2. Cholinergic cortical innervation is provided by basal forebrain cholinergic neurons. The neurotrophin Nerve Growth Factor (NGF) promotes survival and differentiation of basal forebrain cholinergic neurons.

3. This assertion has been at the basis of the hypothesis developed in the last 20 years, whereby NGF deprivation would be one of the factor involved in the etiology of sporadic forms of AD.

4. In this review, we shall summarize data that lead to the production and characterization of a mouse model for AD (AD11 anti-NGF mice), based on the expression of transgenic antibodies neutralizing NGF. The AD-like phenotype of AD11 mice will be discussed on the basis of recent studies that have posed NGF and its precursor pro-NGF back to the stage of AD-like neurodegeneration, showing the involvement of the precursor pro-NGF in one of the cascades leading to AD neurodegeneration.

KEY WORDS: Alzheimer’s disease, nerve growth factor, TrkA, P75NTR, sortilin, transgenic mice, neurodegeneration

Alzheimer’s disease (AD) is a progressive, incurable disease representing the major cause of dementia in the elderly. Two forms of AD exist, a familial one (multiple family members are affected) and a sporadic one, in which one or a few members of a family have the disease (Selkoe, 2001). From the neuropathological point of view, the presence of two characteristic hallmarks defines the disease: plaques of β-amyloid protein and neurofibrillary tangles, mainly constituted of paired helical filaments of abnormally phosphorylated tau proteins (Selkoe, 2001). As the disease progresses, neuronal death appears. In particular, cholinergic neurons of the basal forebrain are lost (Bartus et al., 1982; Whitehouse et al., 1982), accounting for the development of cognitive impairments (Perry et al., 1978; Collerton, 1986; DeKosky et al., 1992).

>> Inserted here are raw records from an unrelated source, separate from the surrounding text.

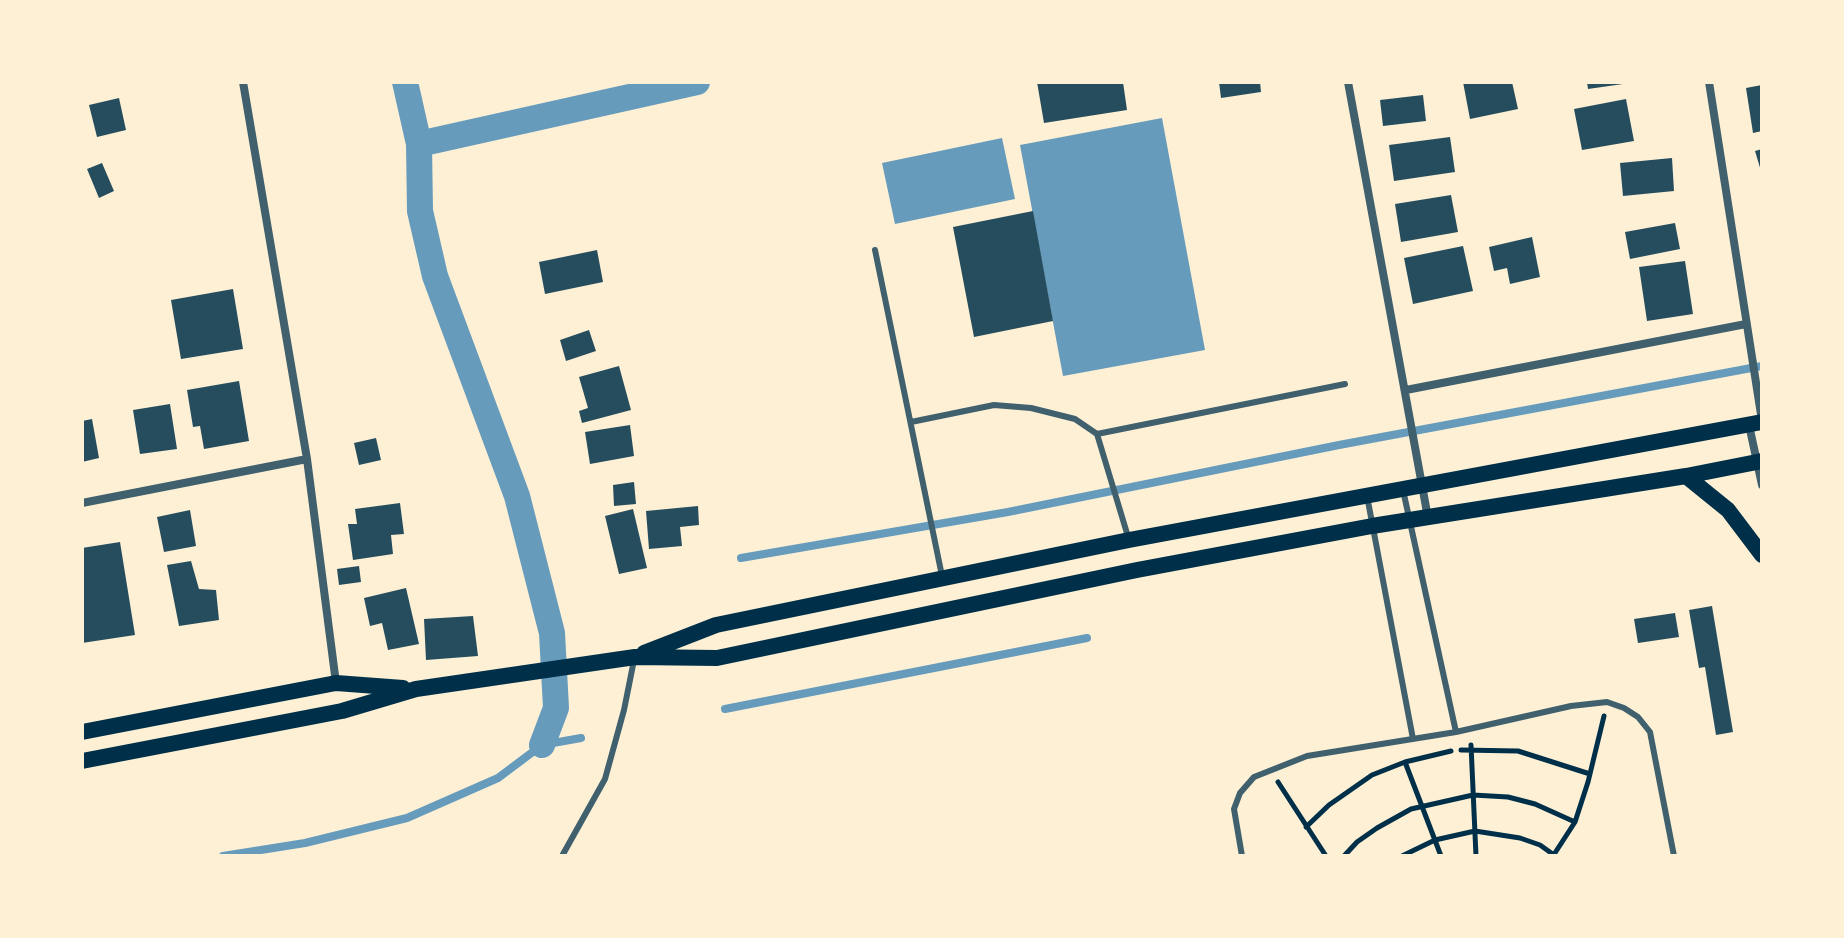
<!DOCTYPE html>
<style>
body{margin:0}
#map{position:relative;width:1844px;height:938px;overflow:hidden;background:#fdf0d5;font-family:Bitter,serif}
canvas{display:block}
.frame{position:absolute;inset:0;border:84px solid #fdf0d5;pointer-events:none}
</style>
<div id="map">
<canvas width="1844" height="938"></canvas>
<div class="frame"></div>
</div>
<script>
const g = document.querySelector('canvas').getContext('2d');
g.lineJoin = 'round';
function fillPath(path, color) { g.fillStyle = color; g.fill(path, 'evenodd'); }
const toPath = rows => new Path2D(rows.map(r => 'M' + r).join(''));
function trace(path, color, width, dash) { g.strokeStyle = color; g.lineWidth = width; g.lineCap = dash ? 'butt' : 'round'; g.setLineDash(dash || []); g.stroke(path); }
fillPath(toPath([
 [1162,118,1205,350,1063,376,1020,145],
 [1002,138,1015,199,895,224,882,163]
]), '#669bbc');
trace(toPath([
 [741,558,1008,512,1339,445,1762,366],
 [725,709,1087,638],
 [223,856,305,843,407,818,498,778,542,745,581,738]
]), '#669bbc', 8);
trace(toPath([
 [405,82,419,144,420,211,435,276,517,496,552,633,556,708,542,745],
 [419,144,697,82]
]), '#669bbc', 26);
fillPath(toPath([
 [1037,82,1123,82,1127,110,1044,123],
 [1219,82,1260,82,1261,92,1221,98],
 [1463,82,1512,82,1518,109,1470,119],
 [1587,82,1623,82,1623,84,1588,89],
 [1762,85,1762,131,1753,133,1746,88],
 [1423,95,1426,121,1383,126,1380,100],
 [119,98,126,130,97,137,89,105],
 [1626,99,1634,141,1582,150,1574,109],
 [1450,137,1455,172,1394,181,1389,145],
 [1762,149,1762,170,1761,171,1755,151],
 [1672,158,1674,191,1623,196,1620,163],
 [102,163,114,191,99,198,87,169],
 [1451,195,1458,232,1401,242,1395,204],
 [1033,211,1053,321,974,337,953,227],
 [1675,223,1680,249,1630,259,1625,232],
 [1532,237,1540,277,1510,284,1507,268,1494,271,1489,247],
 [1463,246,1473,291,1413,304,1404,258],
 [597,250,603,282,545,294,539,262],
 [1685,261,1693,314,1647,321,1639,267],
 [233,289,243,349,181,359,171,300],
 [589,330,596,351,566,361,560,340],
 [619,366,631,410,582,423,579,411,588,408,579,377],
 [239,381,249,441,204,449,200,426,193,427,187,390],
 [170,404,177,449,140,454,133,410],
 [92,419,99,458,82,462,82,421],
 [630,425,634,456,590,464,585,432],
 [376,438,381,460,359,465,354,443],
 [634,482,636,504,614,506,613,485],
 [400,503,404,534,391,535,393,554,353,560,348,524,357,524,355,509],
 [698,506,699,525,680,527,682,546,649,549,646,511],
 [633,509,647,568,619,574,605,516],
 [190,510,196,546,164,552,157,517],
 [120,542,135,635,82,643,82,548],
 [191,561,199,589,216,590,219,620,179,626,167,565],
 [359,566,361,582,339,585,337,569],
 [406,588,419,644,388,650,382,623,370,626,364,598],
 [1712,606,1733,732,1716,735,1705,667,1699,668,1689,610],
 [1675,613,1679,637,1638,643,1634,619],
 [473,616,478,656,426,660,424,619]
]), '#264d5e');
trace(toPath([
 [1471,745,1476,856],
 [1461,750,1518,751,1590,774],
 [1405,762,1441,856],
 [1278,782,1326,856],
 [1306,827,1329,805,1372,775,1405,762,1451,751],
 [1344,856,1357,842,1377,828,1411,809,1473,795,1508,797,1535,804,1575,822],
 [1402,856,1435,840,1475,831,1520,838,1540,845,1554,855],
 [1553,856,1575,822,1588,782,1604,716]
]), '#003049', 5);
trace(toPath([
 [875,250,942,576],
 [911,422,994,405,1031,408,1075,419,1097,434,1129,540],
 [1097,434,1345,384],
 [1403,490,1456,732],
 [1367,496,1413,739],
 [562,856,605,779,624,710,634,660],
 [1242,856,1234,809,1240,793,1254,777,1307,756,1456,732,1571,706,1607,702,1624,708,1638,717,1650,732,1674,856]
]), '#3f606c', 6);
trace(toPath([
 [243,82,307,459,336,683],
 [1348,82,1428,518],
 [1709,82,1762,421],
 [1406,390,1746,324],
 [1749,425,1762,485],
 [82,503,307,459]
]), '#3f606c', 8);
trace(toPath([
 [1686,476,1728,510,1762,555],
 [644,653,716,625,1129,540,1762,422],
 [82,732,336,683,403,688],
 [82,761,342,711,416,689,635,657,717,658,1137,570,1372,526,1686,476,1762,461]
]), '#003049', 16);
</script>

For over a decade, the predominant viewpoint among researchers and clinicians has been that the deposition of β-amyloid is the primary etiological event in AD, a theory known as the “amyloid cascade hypothesis” (Golde, 2005). According to this hypothesis, β-amyloid would originate from the proteolytic cleavage the amyloid precursor protein (APP), and it would deposit and aggregate in extracellular insoluble forms to constitute plaques. These processes would cause neurotoxic damage and the consequent neurodegeneration characterizing AD. However, doubts can be raised about the reliability of the amyloid cascade hypothesis. One of the major issues rests in the experiments performed in transgenic mice, where the over-expression of mutated forms of APP linked to the familial forms of AD did not trigger the amyloid cascade (Selkoe, 2002). In the brain of these mice β-amyloid plaques can be found, but not tangles, suggesting that tau pathology, which is an essential part of the dementing process, does not depend on the altered processing of APP. Such observations led to argue that some common factors should induce both plaque and tangle formation. Nerve growth factor (NGF) might be one of these.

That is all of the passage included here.